Watching the Watchers

A growing number of nations use AI to track their citizens. A new report sheds light on who’s watching and how.

What’s new: Published by Carnegie Endowment for International Peace, “The Global Expansion of AI Surveillance” details which countries are buying surveillance gear, which companies are supplying it, and what technologies are most in-demand.

What the report says: Of 176 countries surveyed, at least 75 use some combination of face recognition, location tracking, and predictive policing.

This list of users spans advanced democracies, including the U.S., Germany, and the UK, to absolute dictatorships. Countries with the largest defense budgets are most likely to invest in AI-driven surveillance.
The U.S. and China are the top producers of equipment. Huawei is the most prolific, selling to governments in 50 countries. IBM is the biggest U.S. dealer, providing surveillance systems to 11 countries.
The report simply lists nations, suppliers, and applications. It doesn’t evaluate whether particular users or uses violate international human-rights agreements.

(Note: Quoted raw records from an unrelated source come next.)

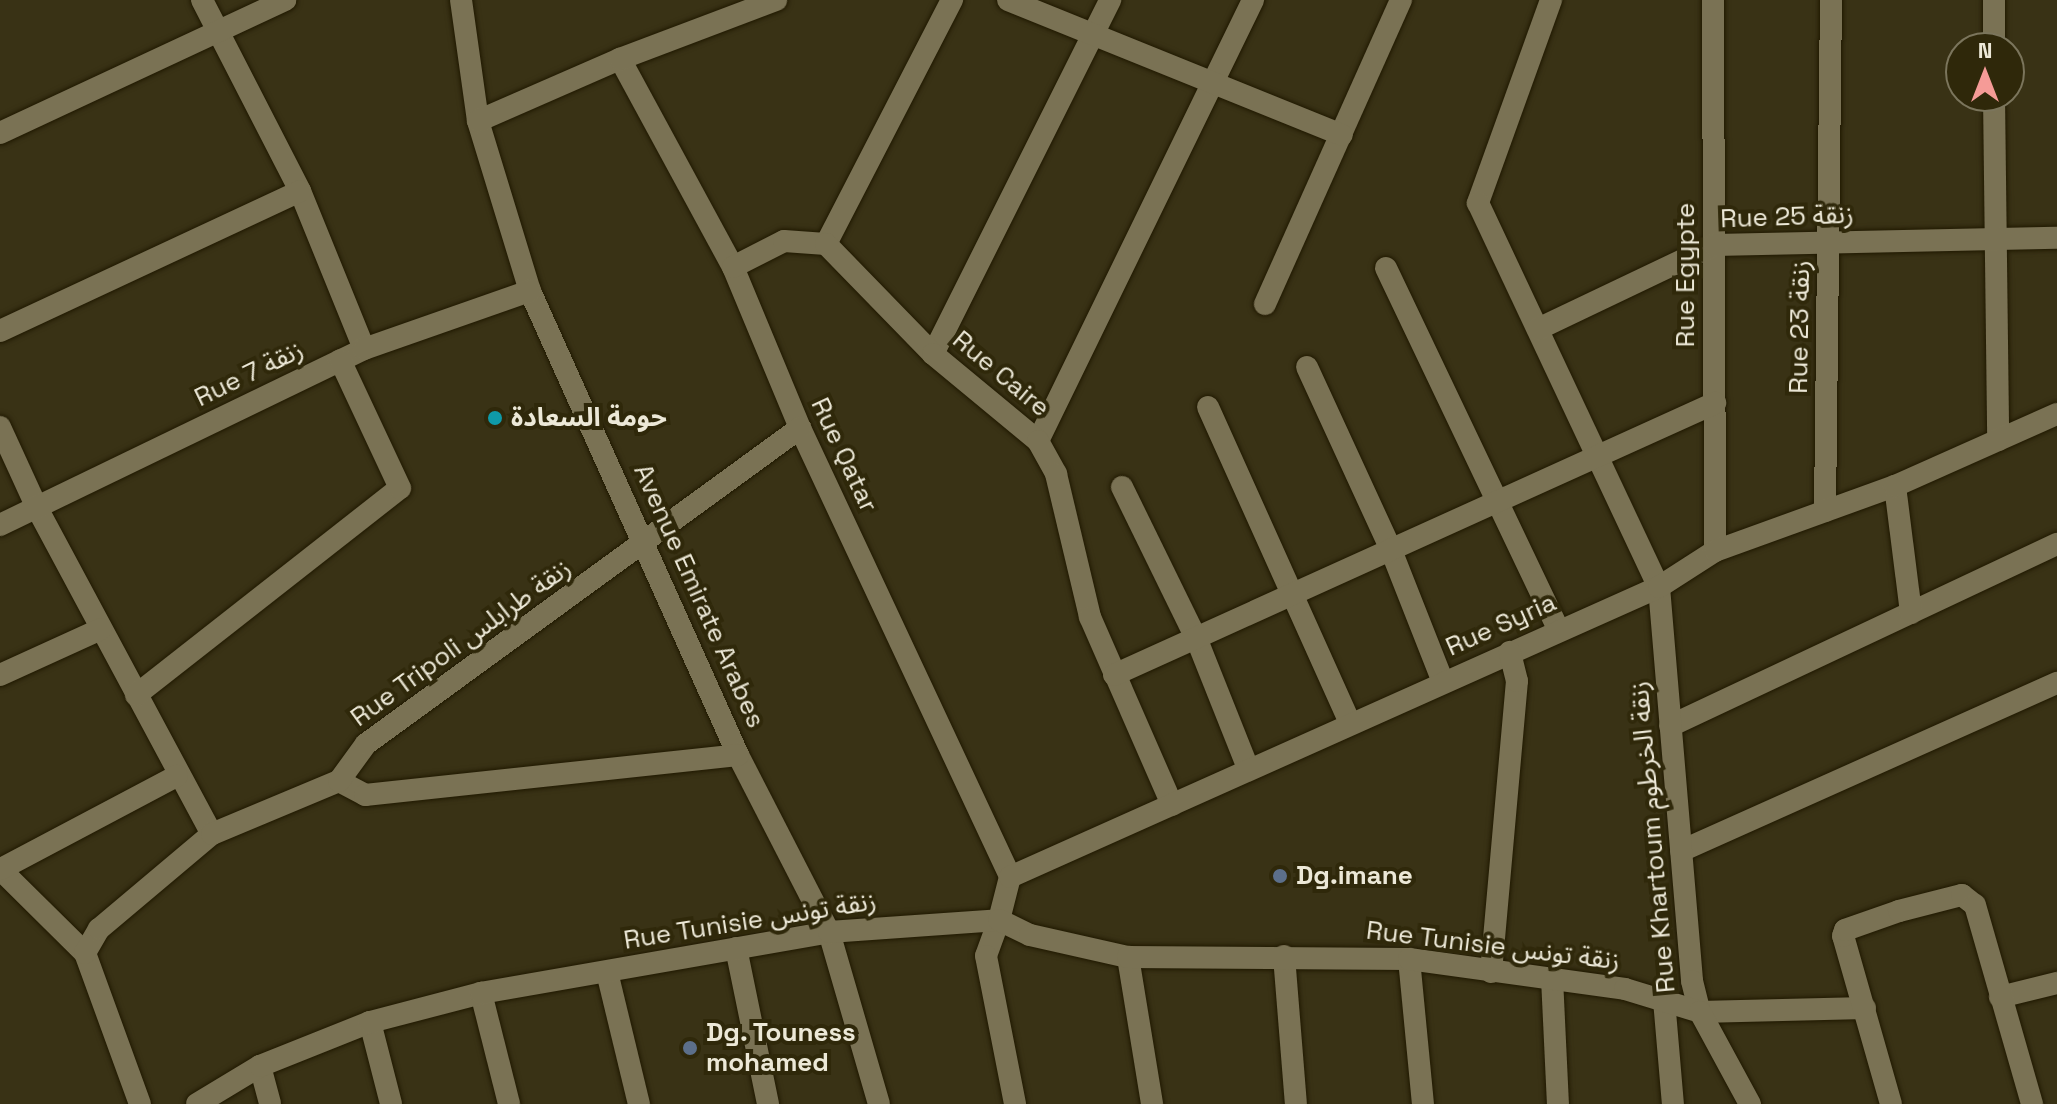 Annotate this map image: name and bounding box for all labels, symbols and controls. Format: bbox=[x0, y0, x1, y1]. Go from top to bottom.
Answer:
north arrow bbox=[1945, 32, 2025, 112]
text: N bbox=[1978, 36, 1992, 64]
street label: Rue 25 زنقة bbox=[1720, 199, 1854, 235]
street label: Rue Egypte bbox=[1670, 203, 1702, 347]
street label: Rue 23 زنقة bbox=[1783, 260, 1817, 394]
street label: Rue Caire bbox=[946, 324, 1056, 424]
street label: Rue 7 زنقة bbox=[190, 334, 308, 414]
street label: Rue Qatar bbox=[804, 393, 884, 517]
place label: حومة السعادة bbox=[511, 402, 667, 434]
marker: حومة السعادة bbox=[486, 409, 504, 427]
street label: Avenue Emirate Arabes bbox=[627, 459, 771, 733]
street label: Rue Tripoli زنقة طرابلس bbox=[345, 552, 577, 734]
street label: Rue Syria bbox=[1441, 587, 1561, 663]
street label: Rue Khartoum زنقة الخرطوم bbox=[1624, 680, 1682, 994]
place label: Dg.imane bbox=[1296, 860, 1413, 892]
marker: Dg.imane bbox=[1271, 867, 1289, 885]
street label: Rue Tunisie زنقة تونس bbox=[621, 886, 879, 956]
street label: Rue Tunisie زنقة تونس bbox=[1364, 915, 1622, 977]
place label: Dg. Touness mohamed bbox=[706, 1017, 857, 1078]
marker: Dg. Touness mohamed bbox=[681, 1039, 699, 1057]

Methodology: The authors drew their information from news reports. They accepted information as reported by established sources like The New York Times and Economist. They gathered corroborating accounts before relying on less rigorous sources like blogs.

Why it matters: Surveillance networks are deeply rooted even in bastions of liberal democracy like London. They can support public safety, as in New South Wales, Australia, where smartcams spot drivers using a phone behind the wheel. But they also promote social biases and erode trust in authority and, at their worst, they’re powerful tools for repression. Baltimore’s secret drone-policing fiasco shows how an all-seeing eye can lead well-intentioned authorities in the direction of invasive dystopia.

We’re thinking: Tracking which governments use which technology is important because it empowers citizens to react. The AI community, in particular, should take a proactive stance in promoting wise use of these technologies.